• El-Bendir : un magazine de BD qui promet de faire du bruit


    Par Mohamed Arezki Himeur
    Le Cap, bimensuel, Alger

    Parce que, pour certains, pour beaucoup même, ce mot signifie fiançailles ou mariages, suivis de décibels à faire éclater les tympans et des nuits blanches en perspectives.  Mais il faut faire un distinguo entre les «bendir». Il y a l’instrument de percussion, l’outil roi des fêtes folkloriques très apprécié en Algérie et au Maghreb, mais il y a aussi l’autre, «El bendir». Celui-ci ne provoque aucun décibel, mais il fait Tilt dans la tête, titille les neurones et procure un réel plaisir à le parcourir.
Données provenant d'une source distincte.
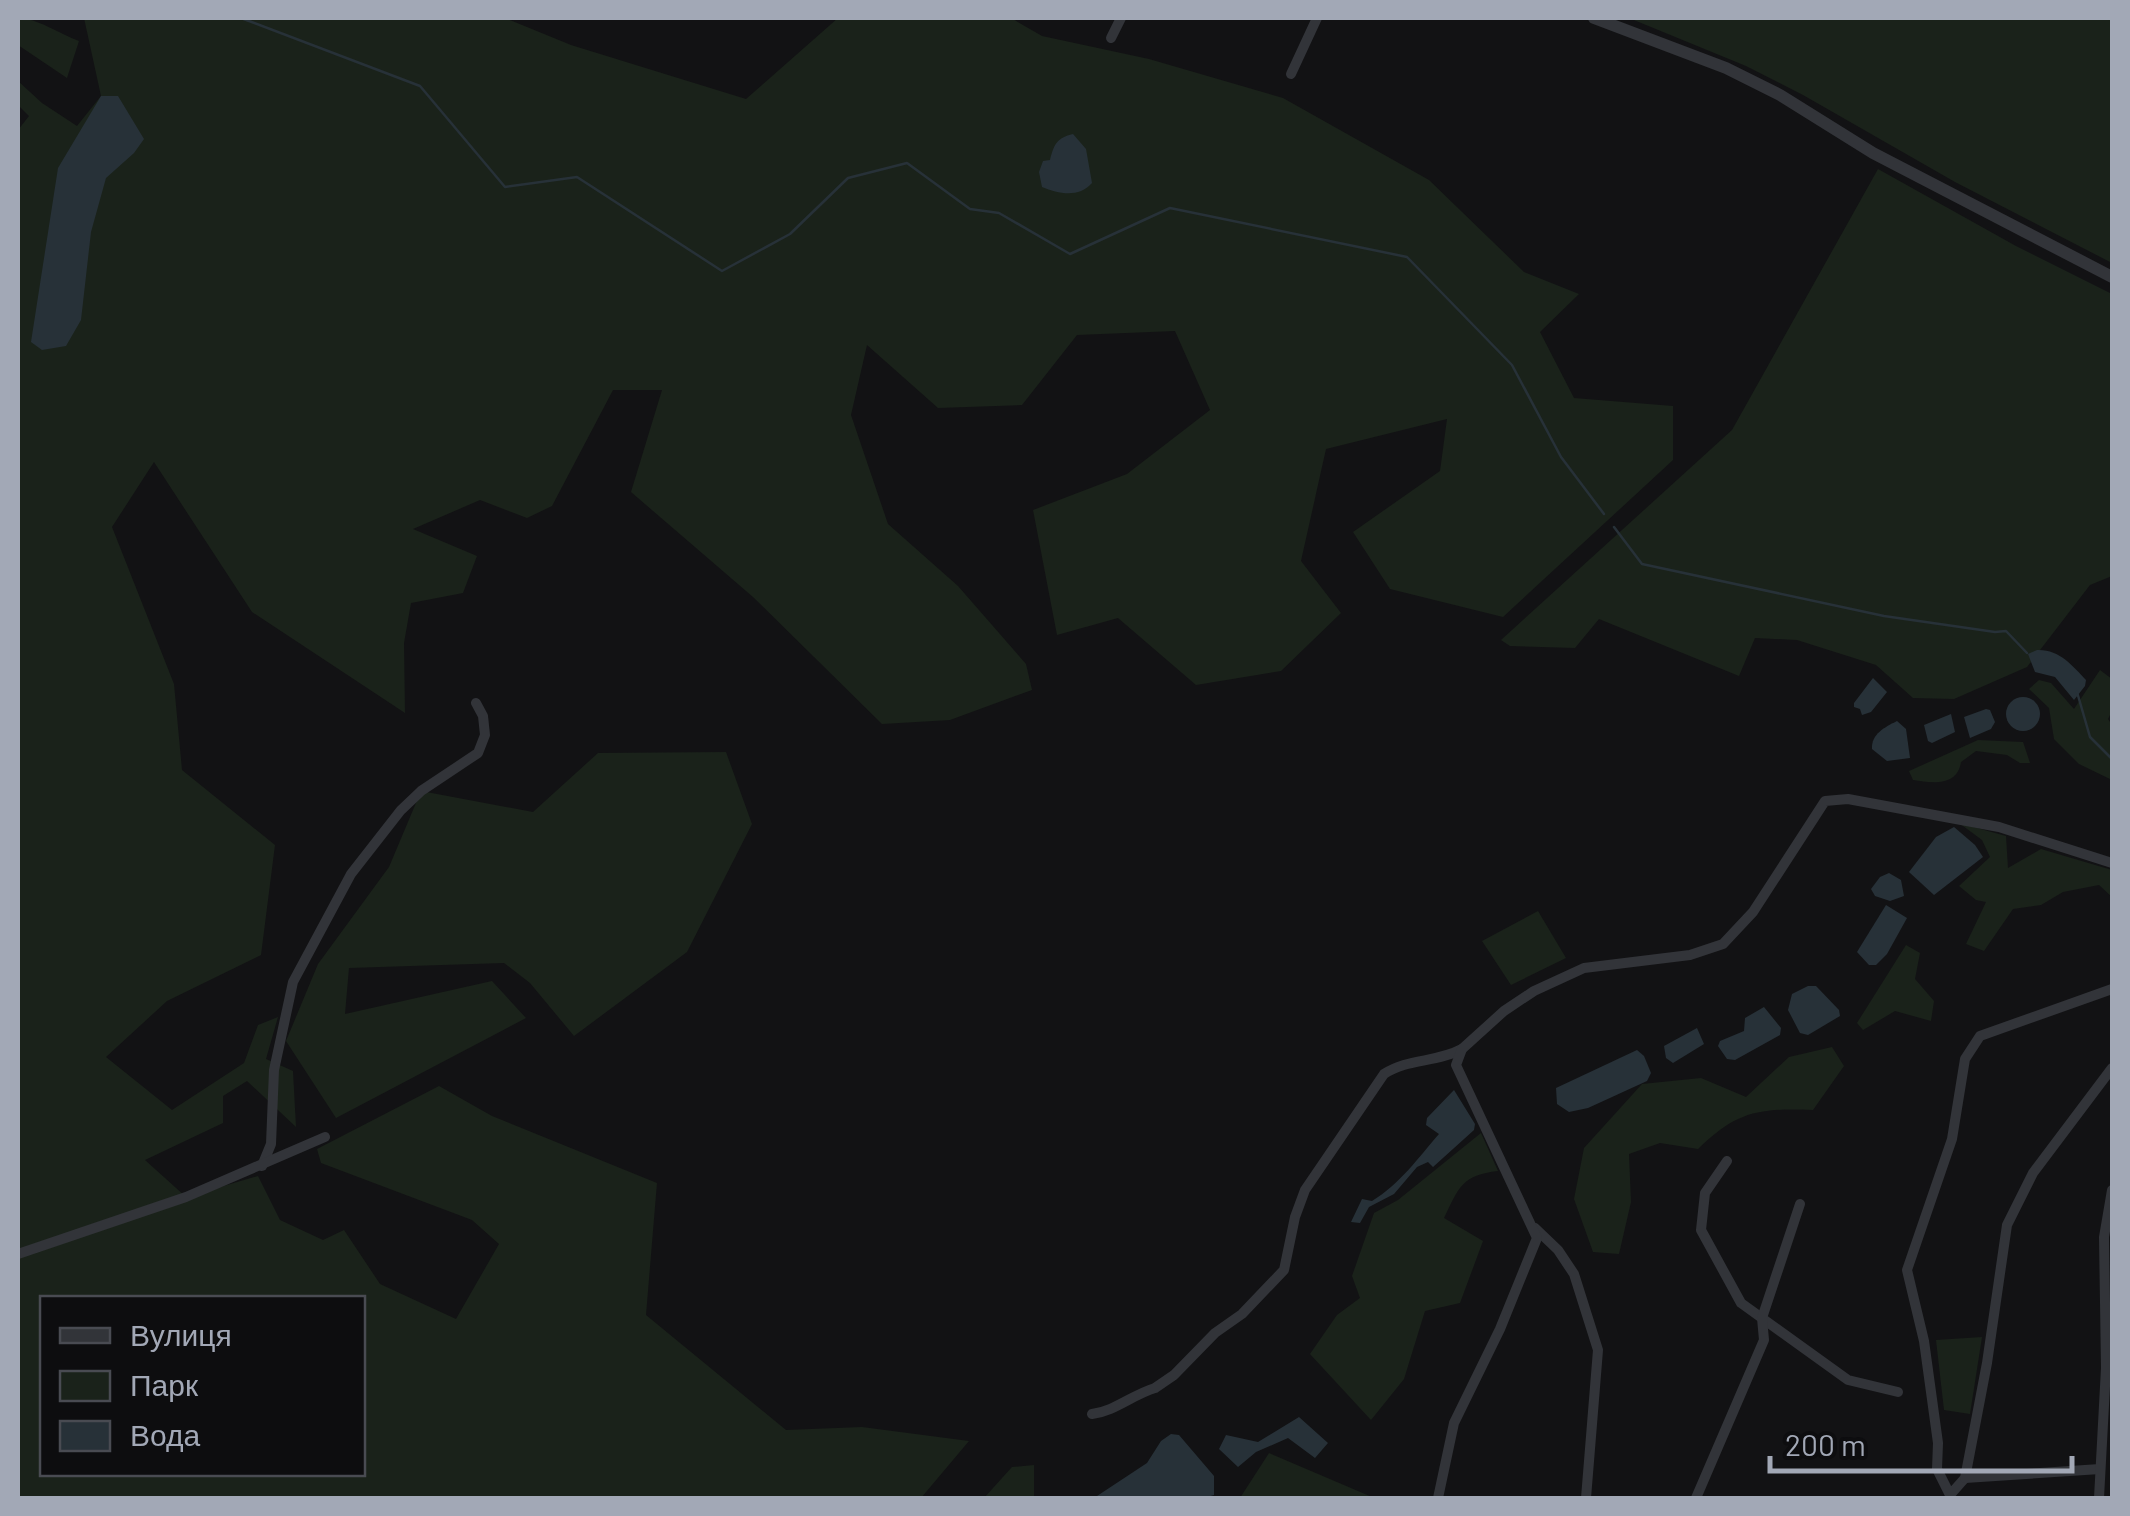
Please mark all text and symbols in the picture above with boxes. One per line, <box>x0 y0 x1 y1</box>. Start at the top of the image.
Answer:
legend <box>40 1296 365 1476</box>
text: Вулиця <box>130 1316 232 1352</box>
text: Парк <box>130 1366 199 1402</box>
scale bar <box>1770 1411 2072 1473</box>
text: Вода <box>130 1416 201 1452</box>
text: 200 m <box>1785 1426 1866 1462</box>

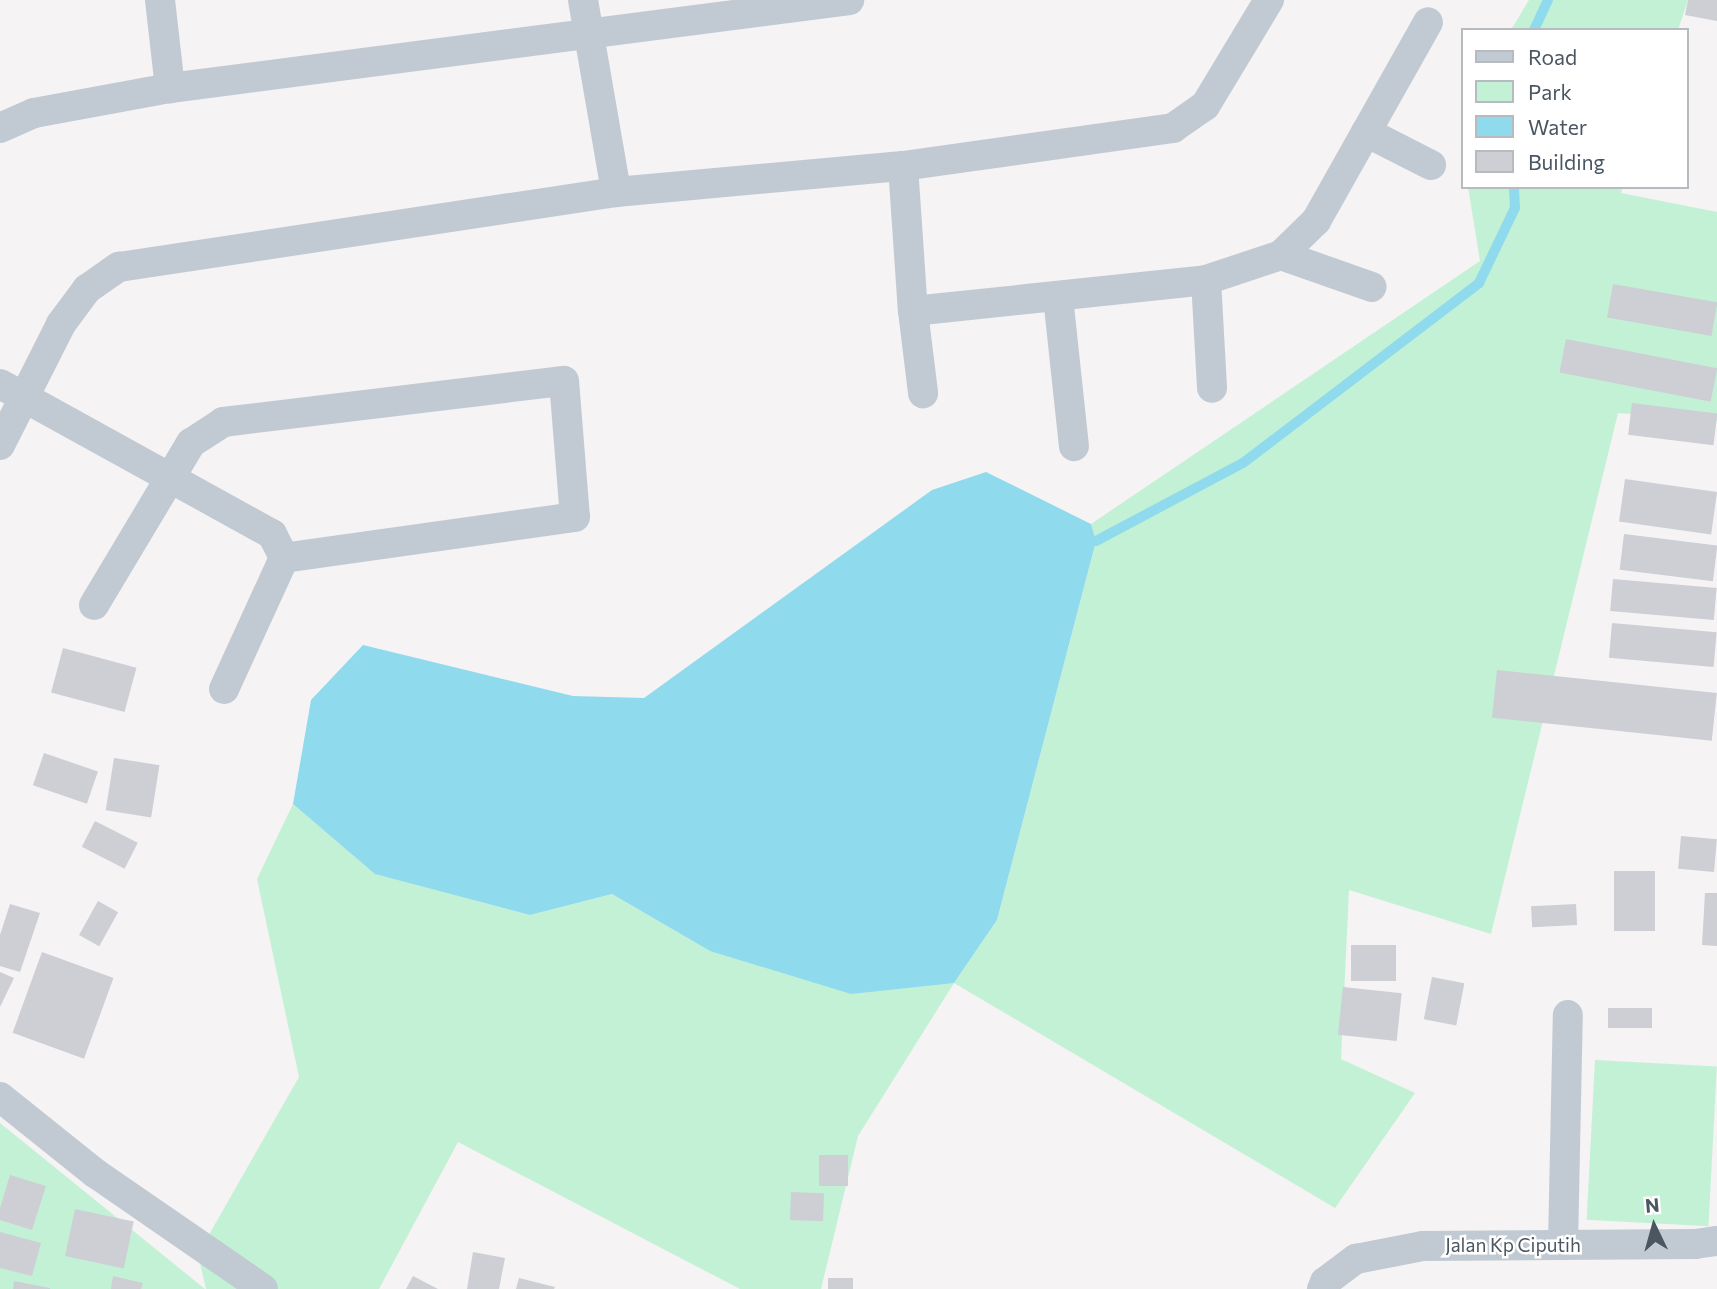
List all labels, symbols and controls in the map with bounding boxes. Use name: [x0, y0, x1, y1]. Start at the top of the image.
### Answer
legend: [1462, 28, 1689, 189]
text: Road: [1528, 44, 1577, 69]
text: Park: [1528, 79, 1572, 104]
text: Water: [1528, 114, 1587, 139]
text: Building: [1528, 149, 1605, 174]
north arrow: [1619, 1191, 1689, 1261]
text: N: [1644, 1193, 1660, 1217]
street label: Jalan Kp Ciputih: [1445, 1234, 1581, 1256]

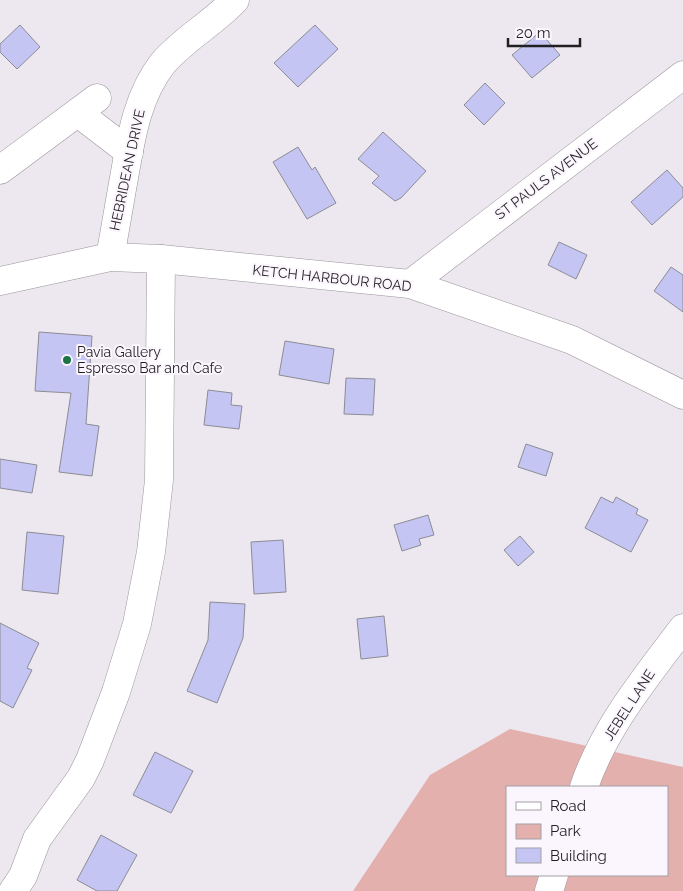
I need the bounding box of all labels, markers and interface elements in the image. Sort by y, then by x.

Il s’agit d’«El Bendir», un magazine algérien de bande dessinée. Un «mensuel pas comme les autres», selon ses promoteurs.
    L’idée de sa création remonte à 2008, à l’occasion du Festival international de la bande dessinée d’Alger. Les participants voulaient un journal à eux, pour s’exprimer, se faire connaître, faire voir et apprécier ce qu’ils font. D’ailleurs, à l’unisson, ils ont mis en relief «la nécessité absolue de disposer d’un journal spécialisé pour leur permettre d’exister». C’est désormais chose faite. Ils ont réussi à créer cet espace vital pour le développement de cet outil d’expression qu’est la bande dessinée, la BD pour les initiés.
    En effet, une année plus tard, le projet a été concrétisé. Le numéro «double zéro» a vu le jour. C’est en automne dernier. Il a été lancé par un groupe de dessinateurs, parmi lesquels figurent des «fous» (de la BD s’entend) des années 70 comme Slim, Haroun, Melouah ou Aïder.
    A leurs côtés, la relève, le crayon bien affûté, est prête à croquer les travers de la société et de la politique, les imperfections, les bêtises, les sottises, les sornettes et les fadaises des uns et des autres. C’est le cas, pour ne citer que quelques uns, des Natsu, Togui, Nime, Islem, Noun et le Hic qui «sévissent» déjà, au grand bonheur des amoureux de la BD et de la caricature, dans la presse quotidienne.
    Pour les vieux «routiers» comme pour les jeunes qui commencent à faire leurs premiers pas dans la BD, El Bendir constitue un espace qui leur permettra de donner libre cours à leur crayon, à leur talent, à leur savoir-faire.
    A tout seigneur, tout honneur. C’est le père, le géniteur du duo d’enfer Bouzid et Zina, Slim pour ne pas le nommer, qui donne le La, ouvre le bal. C’est à lui qu’échoit l’insigne honneur de «chauffer le bendir», avec une belle histoire sur «Alger au temps des Turcs» et des «Deys qui sont installés et désinstallés démocratiquement par les Janissaires».
    Haroun fait un come-back avec de «Nouvelles aventures de M’Quidech» qui sauve des «harraga d’une mort certaine», pour reprendre une expression en vogue dans la presse locale. Mieux : il a aussi réussi à récupérer l’argent remis par les harraga au passeur.
    Une autre histoire de harga croquée par Aïder dans «Les aventures de Sindbad El-Harrague». Il s’agit de la première harga, qui s’étalera vraisemblablement sur plusieurs numéros d’El Bendir.
    Des histoires suivies par d’autres planches aussi croustillantes les unes que les autres. Le lecteur trouvera aussi des entretiens, des reportages, des informations «sur ce qui se fait ici et ailleurs», lit-on dans l’introduction.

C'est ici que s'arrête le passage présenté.